Talk, of course, is about as cheap as it gets. Maybe that's why countless discussions on how to pool the approximately $400 billion blacks spend annually in the U.S. have never gone anywhere--until now. A new plan to accomplish this lofty goal is getting some notice because it is an actual plan.

Five of the nation's largest black church denominations recently announced the creation of the Revelation Corp. of America. The organizers plan to leverage the collective purchasing power of its approximately 20 million members across the country.

"Together we can do better than any of us could do separately," says Henry J. Lyons, president of the National Baptist Convention, USA. "It's a way for African Americans to participate in the wealth of this nation and get a piece of the economic rock."

The organization's goals are indeed lofty. Revelation plans to provide members with homeowner's, life and auto insurance, business, consumer and new construction loans, catalog sales and coupons for discounted food and merchandise. On a national level, the corporation plans to hold programs on single-family home ownership, multifamily rental housing, commercial and industrial development, as well as offer affinity credit cards and retail trade coupons.
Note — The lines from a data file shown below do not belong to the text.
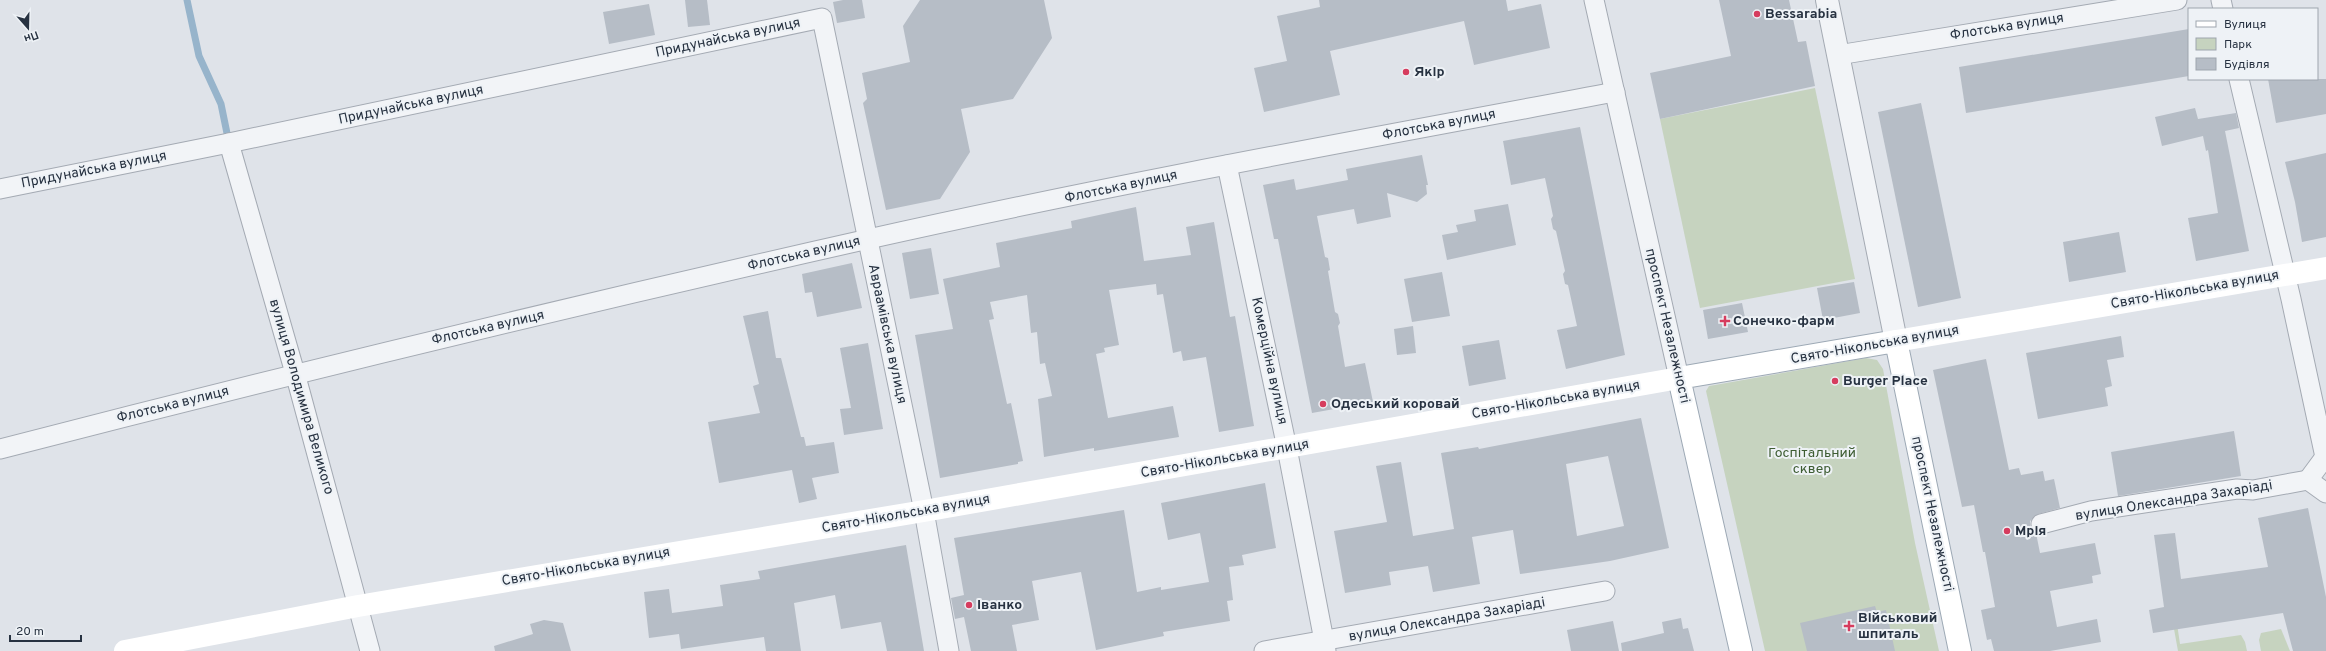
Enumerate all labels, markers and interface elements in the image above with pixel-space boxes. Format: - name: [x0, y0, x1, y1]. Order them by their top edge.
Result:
- place label: Bessarabia: [1765, 6, 1837, 23]
- north arrow: [8, 8, 48, 48]
- legend: [2188, 8, 2318, 80]
- marker: Bessarabia: [1752, 9, 1762, 19]
- street label: Флотська вулиця: [1949, 10, 2065, 44]
- street label: Придунайська вулиця: [654, 14, 802, 62]
- text: Вулиця: [2224, 17, 2266, 33]
- text: Пн: [22, 27, 40, 46]
- text: Парк: [2224, 37, 2252, 53]
- text: Будівля: [2224, 57, 2270, 73]
- place label: Якір: [1414, 64, 1445, 81]
- marker: Якір: [1401, 67, 1411, 77]
- street label: Придунайська вулиця: [337, 81, 485, 129]
- street label: Флотська вулиця: [1381, 106, 1497, 144]
- street label: Придунайська вулиця: [20, 148, 168, 192]
- street label: Флотська вулиця: [1063, 167, 1179, 207]
- street label: Флотська вулиця: [746, 233, 862, 275]
- street label: проспект Незалежності: [1641, 247, 1693, 405]
- street label: Авраамівська вулиця: [864, 263, 910, 405]
- street label: Свято-Нікольська вулиця: [2110, 267, 2280, 313]
- street label: Комерційна вулиця: [1247, 296, 1291, 426]
- street label: вулиця Володимира Великого: [265, 297, 337, 497]
- street label: Флотська вулиця: [430, 307, 546, 349]
- place label: Сонечко-фарм: [1733, 313, 1835, 330]
- marker: Сонечко-фарм: [1720, 316, 1730, 326]
- street label: Свято-Нікольська вулиця: [1790, 322, 1960, 368]
- place label: Burger Place: [1843, 373, 1928, 390]
- marker: Burger Place: [1830, 376, 1840, 386]
- street label: Свято-Нікольська вулиця: [1471, 377, 1641, 423]
- street label: Флотська вулиця: [115, 383, 231, 427]
- place label: Одеський коровай: [1331, 396, 1460, 413]
- marker: Одеський коровай: [1318, 399, 1328, 409]
- street label: проспект Незалежності: [1907, 435, 1957, 593]
- street label: Свято-Нікольська вулиця: [1140, 436, 1310, 482]
- park label: Госпітальний сквер: [1768, 445, 1856, 478]
- street label: вулиця Олександра Захаріаді: [2074, 477, 2274, 525]
- street label: Свято-Нікольська вулиця: [821, 491, 991, 537]
- place label: Мрія: [2015, 523, 2046, 540]
- marker: Мрія: [2002, 526, 2012, 536]
- street label: Свято-Нікольська вулиця: [501, 544, 671, 590]
- street label: вулиця Олександра Захаріаді: [1347, 594, 1547, 646]
- place label: Іванко: [977, 597, 1022, 614]
- marker: Іванко: [964, 600, 974, 610]
- place label: Військовий шпиталь: [1858, 610, 1937, 643]
- scale bar: [10, 617, 81, 643]
- marker: Військовий шпиталь: [1843, 620, 1855, 632]
- text: 20 m: [16, 624, 44, 640]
But all of Revelation's goals hinge on developing a reciprocal relationship between its core group of church members and major retailers across the country, who are lining up to offer discount coupons for their goods and services. In addition to discounted prices, the retailers will offer rebates to Revelation. Thirty percent of the rebated monies will go directly back to the local church or purchasing group; the other 70% will go into a national housing fund to bankroll a home ownership program.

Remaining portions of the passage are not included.